### EXERCISE REQUIREMENTS
Wherever "anchor" appears in the records below, copy the line that holds it.

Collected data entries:
Content starts

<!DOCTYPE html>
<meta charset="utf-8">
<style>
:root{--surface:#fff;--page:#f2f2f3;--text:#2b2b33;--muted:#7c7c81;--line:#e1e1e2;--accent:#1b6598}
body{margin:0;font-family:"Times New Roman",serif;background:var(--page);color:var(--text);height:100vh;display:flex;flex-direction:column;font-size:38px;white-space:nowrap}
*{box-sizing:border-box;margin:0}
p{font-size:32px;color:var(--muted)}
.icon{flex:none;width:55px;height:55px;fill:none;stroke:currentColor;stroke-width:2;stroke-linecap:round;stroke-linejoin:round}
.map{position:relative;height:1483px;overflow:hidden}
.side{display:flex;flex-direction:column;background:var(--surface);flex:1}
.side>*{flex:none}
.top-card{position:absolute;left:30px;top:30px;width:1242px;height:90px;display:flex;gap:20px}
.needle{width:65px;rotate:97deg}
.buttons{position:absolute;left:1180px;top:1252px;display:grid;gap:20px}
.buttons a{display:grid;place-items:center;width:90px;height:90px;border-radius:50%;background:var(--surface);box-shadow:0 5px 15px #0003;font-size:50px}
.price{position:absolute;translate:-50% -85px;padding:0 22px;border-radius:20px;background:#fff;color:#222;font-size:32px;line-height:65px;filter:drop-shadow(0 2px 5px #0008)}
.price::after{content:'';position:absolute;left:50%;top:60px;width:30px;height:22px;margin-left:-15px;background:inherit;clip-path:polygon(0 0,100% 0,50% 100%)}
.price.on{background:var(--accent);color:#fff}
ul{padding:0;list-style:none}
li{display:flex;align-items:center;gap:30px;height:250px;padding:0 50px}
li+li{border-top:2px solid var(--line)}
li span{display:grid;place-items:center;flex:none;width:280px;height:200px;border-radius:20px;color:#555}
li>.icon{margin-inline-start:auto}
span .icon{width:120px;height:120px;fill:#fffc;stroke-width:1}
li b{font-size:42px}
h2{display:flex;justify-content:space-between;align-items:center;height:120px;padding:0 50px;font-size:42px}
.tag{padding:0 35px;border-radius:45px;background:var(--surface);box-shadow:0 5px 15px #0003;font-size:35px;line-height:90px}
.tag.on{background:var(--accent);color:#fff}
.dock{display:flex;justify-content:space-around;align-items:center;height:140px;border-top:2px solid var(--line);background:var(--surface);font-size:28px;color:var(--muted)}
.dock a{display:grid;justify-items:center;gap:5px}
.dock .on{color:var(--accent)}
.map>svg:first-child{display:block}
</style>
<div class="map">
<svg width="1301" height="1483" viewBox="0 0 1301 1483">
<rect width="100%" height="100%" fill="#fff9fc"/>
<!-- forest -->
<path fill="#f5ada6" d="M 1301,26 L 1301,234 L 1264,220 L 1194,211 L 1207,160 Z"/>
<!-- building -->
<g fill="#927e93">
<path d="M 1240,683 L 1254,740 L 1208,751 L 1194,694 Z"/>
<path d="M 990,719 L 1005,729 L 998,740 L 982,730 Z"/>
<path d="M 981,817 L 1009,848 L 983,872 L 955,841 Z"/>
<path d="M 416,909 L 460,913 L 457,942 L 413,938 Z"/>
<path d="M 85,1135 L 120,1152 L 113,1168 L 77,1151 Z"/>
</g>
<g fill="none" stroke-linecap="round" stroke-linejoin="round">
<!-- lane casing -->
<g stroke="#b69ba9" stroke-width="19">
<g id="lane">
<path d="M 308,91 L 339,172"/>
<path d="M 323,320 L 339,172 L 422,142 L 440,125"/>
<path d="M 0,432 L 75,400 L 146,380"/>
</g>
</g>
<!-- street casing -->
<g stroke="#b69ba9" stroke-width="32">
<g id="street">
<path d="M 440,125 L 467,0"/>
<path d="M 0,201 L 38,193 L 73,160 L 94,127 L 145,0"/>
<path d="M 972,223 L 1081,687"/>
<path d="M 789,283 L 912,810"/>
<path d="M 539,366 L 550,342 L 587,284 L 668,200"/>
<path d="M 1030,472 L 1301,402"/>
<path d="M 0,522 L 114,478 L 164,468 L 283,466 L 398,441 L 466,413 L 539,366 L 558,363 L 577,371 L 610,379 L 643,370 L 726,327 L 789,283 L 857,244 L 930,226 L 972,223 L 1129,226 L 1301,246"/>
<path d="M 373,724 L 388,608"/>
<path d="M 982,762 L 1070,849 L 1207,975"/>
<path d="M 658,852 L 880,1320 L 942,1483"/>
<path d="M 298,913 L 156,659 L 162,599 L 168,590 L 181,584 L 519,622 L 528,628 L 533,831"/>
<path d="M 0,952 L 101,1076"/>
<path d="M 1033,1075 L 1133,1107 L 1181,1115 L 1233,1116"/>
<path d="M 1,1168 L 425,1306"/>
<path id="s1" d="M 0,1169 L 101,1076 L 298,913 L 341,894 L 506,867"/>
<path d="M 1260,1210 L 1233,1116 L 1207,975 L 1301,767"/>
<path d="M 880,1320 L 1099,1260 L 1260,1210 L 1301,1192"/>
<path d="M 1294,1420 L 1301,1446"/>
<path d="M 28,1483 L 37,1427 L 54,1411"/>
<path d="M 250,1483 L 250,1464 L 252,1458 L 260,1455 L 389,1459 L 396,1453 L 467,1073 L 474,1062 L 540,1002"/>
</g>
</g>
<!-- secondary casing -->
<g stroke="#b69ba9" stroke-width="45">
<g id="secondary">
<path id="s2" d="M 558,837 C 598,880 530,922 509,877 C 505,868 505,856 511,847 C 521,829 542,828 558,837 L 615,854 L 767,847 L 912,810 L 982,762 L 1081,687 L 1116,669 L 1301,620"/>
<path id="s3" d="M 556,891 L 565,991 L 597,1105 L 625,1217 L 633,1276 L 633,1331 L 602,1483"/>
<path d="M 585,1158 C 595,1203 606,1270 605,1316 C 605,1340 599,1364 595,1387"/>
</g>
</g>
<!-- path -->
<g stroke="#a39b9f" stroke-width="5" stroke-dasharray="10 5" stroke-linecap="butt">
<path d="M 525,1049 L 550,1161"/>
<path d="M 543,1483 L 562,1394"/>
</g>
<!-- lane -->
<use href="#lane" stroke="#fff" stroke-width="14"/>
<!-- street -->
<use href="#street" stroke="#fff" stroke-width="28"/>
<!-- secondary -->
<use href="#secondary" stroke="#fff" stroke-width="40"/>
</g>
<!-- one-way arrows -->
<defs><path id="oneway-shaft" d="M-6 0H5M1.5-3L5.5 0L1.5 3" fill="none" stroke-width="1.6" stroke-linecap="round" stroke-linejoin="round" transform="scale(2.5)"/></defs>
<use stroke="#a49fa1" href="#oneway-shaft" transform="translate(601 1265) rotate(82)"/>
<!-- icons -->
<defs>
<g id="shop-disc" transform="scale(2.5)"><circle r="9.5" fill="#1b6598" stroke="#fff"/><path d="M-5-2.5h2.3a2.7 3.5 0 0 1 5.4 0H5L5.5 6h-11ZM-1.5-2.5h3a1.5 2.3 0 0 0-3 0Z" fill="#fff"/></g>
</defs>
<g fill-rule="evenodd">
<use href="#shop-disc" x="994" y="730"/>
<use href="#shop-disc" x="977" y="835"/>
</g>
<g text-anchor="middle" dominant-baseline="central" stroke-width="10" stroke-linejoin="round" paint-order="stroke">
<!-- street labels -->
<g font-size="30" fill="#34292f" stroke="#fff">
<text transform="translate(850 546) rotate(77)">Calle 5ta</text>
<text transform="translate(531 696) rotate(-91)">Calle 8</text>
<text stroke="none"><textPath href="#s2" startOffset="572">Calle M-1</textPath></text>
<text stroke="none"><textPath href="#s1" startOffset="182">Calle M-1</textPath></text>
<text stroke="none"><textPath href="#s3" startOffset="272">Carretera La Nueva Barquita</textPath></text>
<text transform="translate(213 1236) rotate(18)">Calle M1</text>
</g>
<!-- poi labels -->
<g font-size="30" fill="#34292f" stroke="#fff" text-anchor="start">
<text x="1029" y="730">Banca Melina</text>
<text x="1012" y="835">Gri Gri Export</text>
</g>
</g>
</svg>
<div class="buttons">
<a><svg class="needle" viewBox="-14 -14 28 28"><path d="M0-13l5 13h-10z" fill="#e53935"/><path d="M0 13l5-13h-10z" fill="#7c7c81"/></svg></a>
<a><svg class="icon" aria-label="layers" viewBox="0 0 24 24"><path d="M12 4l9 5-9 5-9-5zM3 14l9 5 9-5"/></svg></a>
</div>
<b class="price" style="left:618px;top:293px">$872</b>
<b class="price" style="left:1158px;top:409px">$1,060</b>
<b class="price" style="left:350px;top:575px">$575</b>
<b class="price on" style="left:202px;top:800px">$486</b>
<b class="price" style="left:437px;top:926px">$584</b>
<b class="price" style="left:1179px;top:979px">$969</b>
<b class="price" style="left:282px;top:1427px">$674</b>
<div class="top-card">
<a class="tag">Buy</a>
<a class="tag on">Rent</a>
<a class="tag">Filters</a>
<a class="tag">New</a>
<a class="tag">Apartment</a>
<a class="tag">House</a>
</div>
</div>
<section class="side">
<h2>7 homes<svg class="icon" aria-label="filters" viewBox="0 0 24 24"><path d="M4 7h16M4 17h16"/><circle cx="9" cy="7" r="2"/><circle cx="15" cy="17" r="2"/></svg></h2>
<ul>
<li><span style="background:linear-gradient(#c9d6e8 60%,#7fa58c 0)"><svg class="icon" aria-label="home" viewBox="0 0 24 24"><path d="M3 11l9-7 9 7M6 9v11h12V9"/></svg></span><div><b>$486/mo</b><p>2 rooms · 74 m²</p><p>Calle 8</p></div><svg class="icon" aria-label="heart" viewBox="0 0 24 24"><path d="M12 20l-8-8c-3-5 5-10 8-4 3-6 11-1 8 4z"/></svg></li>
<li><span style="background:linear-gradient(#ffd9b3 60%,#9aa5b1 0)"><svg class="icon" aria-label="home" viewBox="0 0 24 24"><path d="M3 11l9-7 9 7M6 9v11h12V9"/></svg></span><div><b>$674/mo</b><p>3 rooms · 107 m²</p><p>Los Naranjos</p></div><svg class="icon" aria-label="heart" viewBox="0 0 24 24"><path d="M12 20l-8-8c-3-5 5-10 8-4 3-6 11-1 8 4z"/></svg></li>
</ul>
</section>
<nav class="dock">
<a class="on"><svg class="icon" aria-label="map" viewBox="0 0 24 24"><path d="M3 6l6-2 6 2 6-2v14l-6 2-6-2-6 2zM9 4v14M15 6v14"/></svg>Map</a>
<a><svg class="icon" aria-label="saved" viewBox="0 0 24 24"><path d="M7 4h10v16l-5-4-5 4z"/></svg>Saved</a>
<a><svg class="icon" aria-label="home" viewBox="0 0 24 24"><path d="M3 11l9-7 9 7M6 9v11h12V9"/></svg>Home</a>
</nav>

Content ends

### TASK RESPONSE
<g text-anchor="middle" dominant-baseline="central" stroke-width="10" stroke-linejoin="round" paint-order="stroke">
<g font-size="30" fill="#34292f" stroke="#fff" text-anchor="start">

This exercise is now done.